Stored data entries
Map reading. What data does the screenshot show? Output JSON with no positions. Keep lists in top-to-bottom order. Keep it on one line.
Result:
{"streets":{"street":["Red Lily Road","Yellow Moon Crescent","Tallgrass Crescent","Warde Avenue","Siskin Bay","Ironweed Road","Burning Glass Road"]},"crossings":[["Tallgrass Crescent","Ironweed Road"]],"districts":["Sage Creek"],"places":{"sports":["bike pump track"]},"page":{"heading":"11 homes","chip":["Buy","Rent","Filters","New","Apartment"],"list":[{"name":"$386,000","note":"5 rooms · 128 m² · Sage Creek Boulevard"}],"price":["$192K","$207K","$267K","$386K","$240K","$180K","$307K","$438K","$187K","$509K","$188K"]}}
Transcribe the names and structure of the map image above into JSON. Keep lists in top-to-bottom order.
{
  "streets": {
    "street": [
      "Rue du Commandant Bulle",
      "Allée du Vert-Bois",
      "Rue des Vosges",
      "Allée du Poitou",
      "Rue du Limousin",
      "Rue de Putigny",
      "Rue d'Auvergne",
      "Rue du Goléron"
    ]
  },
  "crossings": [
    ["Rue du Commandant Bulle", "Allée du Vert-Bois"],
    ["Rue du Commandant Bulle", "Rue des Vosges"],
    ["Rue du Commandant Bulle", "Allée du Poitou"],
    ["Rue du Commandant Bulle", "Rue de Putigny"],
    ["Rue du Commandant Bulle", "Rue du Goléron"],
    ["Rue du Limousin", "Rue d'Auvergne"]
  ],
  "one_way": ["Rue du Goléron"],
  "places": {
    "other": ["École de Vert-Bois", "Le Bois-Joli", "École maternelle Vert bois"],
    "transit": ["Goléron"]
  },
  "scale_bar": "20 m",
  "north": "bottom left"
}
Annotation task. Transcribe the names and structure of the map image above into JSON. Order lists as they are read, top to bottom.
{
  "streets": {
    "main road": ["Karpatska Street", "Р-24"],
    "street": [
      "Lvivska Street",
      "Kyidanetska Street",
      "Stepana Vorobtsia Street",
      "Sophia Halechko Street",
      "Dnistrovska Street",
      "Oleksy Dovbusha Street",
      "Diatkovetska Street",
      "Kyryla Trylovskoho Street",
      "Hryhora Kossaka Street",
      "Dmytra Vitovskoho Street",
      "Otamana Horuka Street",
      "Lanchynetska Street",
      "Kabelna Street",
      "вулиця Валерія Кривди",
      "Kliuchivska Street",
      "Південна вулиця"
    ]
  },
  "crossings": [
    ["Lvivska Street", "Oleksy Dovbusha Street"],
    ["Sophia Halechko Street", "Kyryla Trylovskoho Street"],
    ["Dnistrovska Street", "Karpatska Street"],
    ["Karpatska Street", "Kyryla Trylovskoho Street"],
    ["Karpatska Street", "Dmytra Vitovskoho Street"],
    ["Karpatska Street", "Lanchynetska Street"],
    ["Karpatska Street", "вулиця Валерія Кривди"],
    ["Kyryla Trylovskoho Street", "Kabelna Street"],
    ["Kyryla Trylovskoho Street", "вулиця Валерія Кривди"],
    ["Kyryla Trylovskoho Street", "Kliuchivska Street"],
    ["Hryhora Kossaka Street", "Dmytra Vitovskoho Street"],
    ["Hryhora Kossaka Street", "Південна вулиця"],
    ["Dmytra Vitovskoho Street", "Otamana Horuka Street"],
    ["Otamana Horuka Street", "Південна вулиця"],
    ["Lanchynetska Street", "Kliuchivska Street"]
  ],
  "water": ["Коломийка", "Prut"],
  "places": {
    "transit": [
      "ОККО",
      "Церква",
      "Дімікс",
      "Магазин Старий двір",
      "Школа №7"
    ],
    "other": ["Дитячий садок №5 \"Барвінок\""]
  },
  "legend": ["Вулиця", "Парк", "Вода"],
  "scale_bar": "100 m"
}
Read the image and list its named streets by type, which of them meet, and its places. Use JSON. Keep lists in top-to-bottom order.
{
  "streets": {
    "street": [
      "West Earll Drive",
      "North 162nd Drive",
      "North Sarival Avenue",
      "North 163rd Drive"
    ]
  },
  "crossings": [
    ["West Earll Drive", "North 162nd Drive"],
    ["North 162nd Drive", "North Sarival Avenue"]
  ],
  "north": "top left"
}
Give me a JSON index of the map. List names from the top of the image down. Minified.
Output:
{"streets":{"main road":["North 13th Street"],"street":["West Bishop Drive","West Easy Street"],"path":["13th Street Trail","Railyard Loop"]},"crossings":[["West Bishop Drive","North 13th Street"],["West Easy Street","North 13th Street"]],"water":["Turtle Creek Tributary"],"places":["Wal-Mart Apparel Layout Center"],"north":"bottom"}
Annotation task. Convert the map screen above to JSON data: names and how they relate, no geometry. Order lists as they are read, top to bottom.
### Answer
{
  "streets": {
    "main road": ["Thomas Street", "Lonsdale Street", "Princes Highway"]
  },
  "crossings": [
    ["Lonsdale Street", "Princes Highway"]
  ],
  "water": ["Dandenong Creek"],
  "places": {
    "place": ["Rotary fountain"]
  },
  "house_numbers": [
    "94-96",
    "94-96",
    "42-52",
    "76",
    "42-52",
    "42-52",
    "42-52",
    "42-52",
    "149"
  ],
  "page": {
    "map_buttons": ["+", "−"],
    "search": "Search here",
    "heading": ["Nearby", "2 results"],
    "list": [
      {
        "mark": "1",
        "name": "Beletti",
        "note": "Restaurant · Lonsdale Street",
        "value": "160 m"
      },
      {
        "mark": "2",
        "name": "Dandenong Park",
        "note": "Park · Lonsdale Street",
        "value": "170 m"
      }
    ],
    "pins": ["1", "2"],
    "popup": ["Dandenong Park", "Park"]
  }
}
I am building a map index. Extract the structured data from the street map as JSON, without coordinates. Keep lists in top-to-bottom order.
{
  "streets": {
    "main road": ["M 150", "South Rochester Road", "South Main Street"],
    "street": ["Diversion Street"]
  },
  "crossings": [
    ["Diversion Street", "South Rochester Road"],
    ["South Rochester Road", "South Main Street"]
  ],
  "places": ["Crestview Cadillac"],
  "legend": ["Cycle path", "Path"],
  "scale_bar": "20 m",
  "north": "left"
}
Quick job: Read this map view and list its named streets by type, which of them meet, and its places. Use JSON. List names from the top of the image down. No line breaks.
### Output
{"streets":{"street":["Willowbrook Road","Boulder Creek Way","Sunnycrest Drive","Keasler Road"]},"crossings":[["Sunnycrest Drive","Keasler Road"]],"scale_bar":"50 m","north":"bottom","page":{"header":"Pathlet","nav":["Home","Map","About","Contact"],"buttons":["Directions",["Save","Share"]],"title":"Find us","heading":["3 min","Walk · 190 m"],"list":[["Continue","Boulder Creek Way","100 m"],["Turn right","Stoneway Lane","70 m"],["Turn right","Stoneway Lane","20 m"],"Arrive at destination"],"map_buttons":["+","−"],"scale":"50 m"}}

# Task goal:
Go through the records and report each line that contains "down".

# Solution:
Give me a JSON index of the map. List names from the top of the image down. Minified.
Quick job: Read this map view and list its named streets by type, which of them meet, and its places. Use JSON. List names from the top of the image down. No line breaks.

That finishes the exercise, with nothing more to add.